А потом все пошло наперекосяк, словно сломался какой-то жизненный стержень. Сергей всегда знал, что если вести себя честно и правильно, то и жизнь ответит по справедливости. Но что-то щелкнуло, переключилось в нем самом… насмотрелся на лихих ребят, у кого при жене еще и по три любовницы – и ничего, и все у них в порядке. Кровь молодая, горячая. Когда понял, что зашел слишком далеко, уже тонул во вранье. Потом расшиб ногу, быстро оправился, но медкомиссия, осмотр и решающий вопрос: «Останешься на службе? Можешь работать?» – и его ответ, еще одно вранье, призванное задавить все предыдущее: «Н-нет». Так он перестал быть спасателем. Устроился разнорабочим в Корсаков, в порт. Думал, что теперь все наладится, но Таню словно подменили. Ни поговорить нормально, ни пальцем тронуть. Вернется со смены, делами домашними займется, к себе не подпускает и смотрит по-новому, как на что-то сломанное. Это передавалось Женьке. Все стало хрупко и зыбко. Невидимые трещины змеились во все стороны. Что было делать, Сергей не представлял – ни тогда, ни сейчас.
Нет, это был не лесной пожар: расползалось и тлело глубоко, как на торфяниках. Когда без дыма и не понять, где горит.
Он зверел в миг удушливого бреда – от одиночества, от презрения жены и сына, от тошнотворного бессилия. Зверел и срывался. Затем безразлично каялся. Говорил что-то бессмысленное, повисающее между ними дурацкими гирляндами. Боялся смотреть на Таню.
Потом опять срывался.
В девяносто третьем Таня забрала сына и уехала.
– Я вас найду, – пробормотал Сергей, и тут вахтовка дернулась и остановилась.
Тяжелые головы повернулись к кабине. Молча, привычно ждали.
– Выходим, – протрещало переговорное устройство.
Выбрались из салона через главную и торцевую двери. На горизонте светлело, медленно и нехотя отползала ночь. Обочина грунтовой дороги бугрилась непрошеным майским снегом, желтоватым и грязным. Сергей спрыгнул на землю и обошел кабину.
«Урал» замер в начале моста. Присев на корточки в свете автомобильных фар, водитель рассматривал широкую, хищную трещину в железобетонном настиле. Внизу шумела река.
– Опять на цыпочках пойдем, – сказал Юра, подышал в сложенные лодочкой ладони. – Холодрынь…
Вспыхивали огоньки сигарет. В рассветных сумерках рыскали лучи ручных фонарей. Спасатели спускались к опорам, обследовали полотно, прикидывали, пройдут ли машины. Командир подразделения развернул по рации автокран, который шел из Южно-Сахалинска следом: ищите другой мост. Командир был высоким, седовласым, с глазами, которые никогда не заглядывали в будущее, – будущее зависело от настоящего, от того, как он и его люди справятся с заданием.

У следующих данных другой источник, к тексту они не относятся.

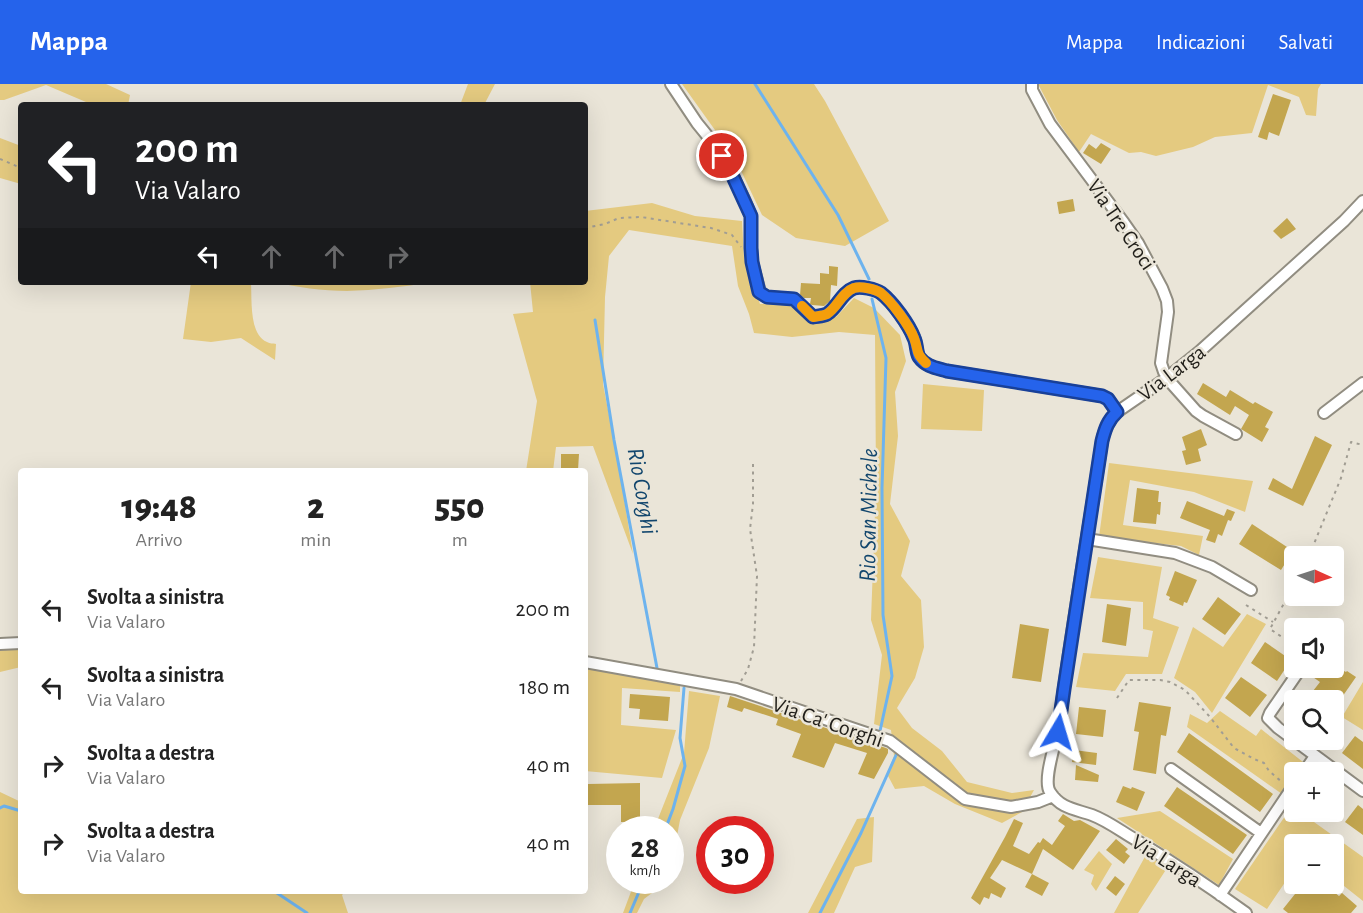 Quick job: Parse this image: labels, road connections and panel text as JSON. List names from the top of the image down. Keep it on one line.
{"streets":{"street":["Via Tre Croci","Via Larga","Via Ca' Corghi"]},"crossings":[["Via Tre Croci","Via Larga"],["Via Larga","Via Ca' Corghi"]],"water":["Rio Corghi","Rio San Michele"],"north":"right","page":{"header":"Mappa","nav":["Mappa","Indicazioni","Salvati"],"turn":["200 m","Via Valaro"],"eta":["19:48","Arrivo","2","min","550","m"],"map_buttons":["+","−"],"list":[{"name":"Svolta a sinistra","note":"Via Valaro","value":"200 m"},{"name":"Svolta a sinistra","note":"Via Valaro","value":"180 m"},{"name":"Svolta a destra","note":"Via Valaro","value":"40 m"},{"name":"Svolta a destra","note":"Via Valaro","value":"40 m"}],"speed":"28 km/h","limit":"30"}}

Сергей украдкой глянул на командира. Потом выбросил окурок и спустился по конусу насыпи к реке. Разлом в дорожном полотне – это плохо, того и гляди начнет шириться, расщепляя и опуская крылья моста, но это всегда следствие, а причина – раненые, обессилевшие опоры.
Берег речушки окаймлял тонкий ледяной припой. Под ригелем толпились, подняв головы и фонари, хмурые мужики. Косые трещины сходились над опорой в центре ригеля и напоминали приоткрытые рты, голодные каждый по-своему. Опора дала глубокую – кисть засунешь – трещину и заметно накренилась. Мужики качали головами.
– Некритично, – сказал один.
– В любой момент сложится, – вздохнул другой.
– Выдюжит.
– Арматура с бетоном поссорились, скоро разъедутся.
Сергей поискал взглядом сказавшего последнюю фразу, в которой услышал совсем другое, болезненное, личное, но огоньки сигарет, облачка пара и лучи электрического света уже разбредались, ползли наверх.
Он снова посмотрел на покосившуюся опору, на пучок сжатой арматуры, спрятавшийся в крошащейся бетонной тени. Если подземные толчки сделали такое с приземистым коротким мостом, то что же они сотворили с пятиэтажками?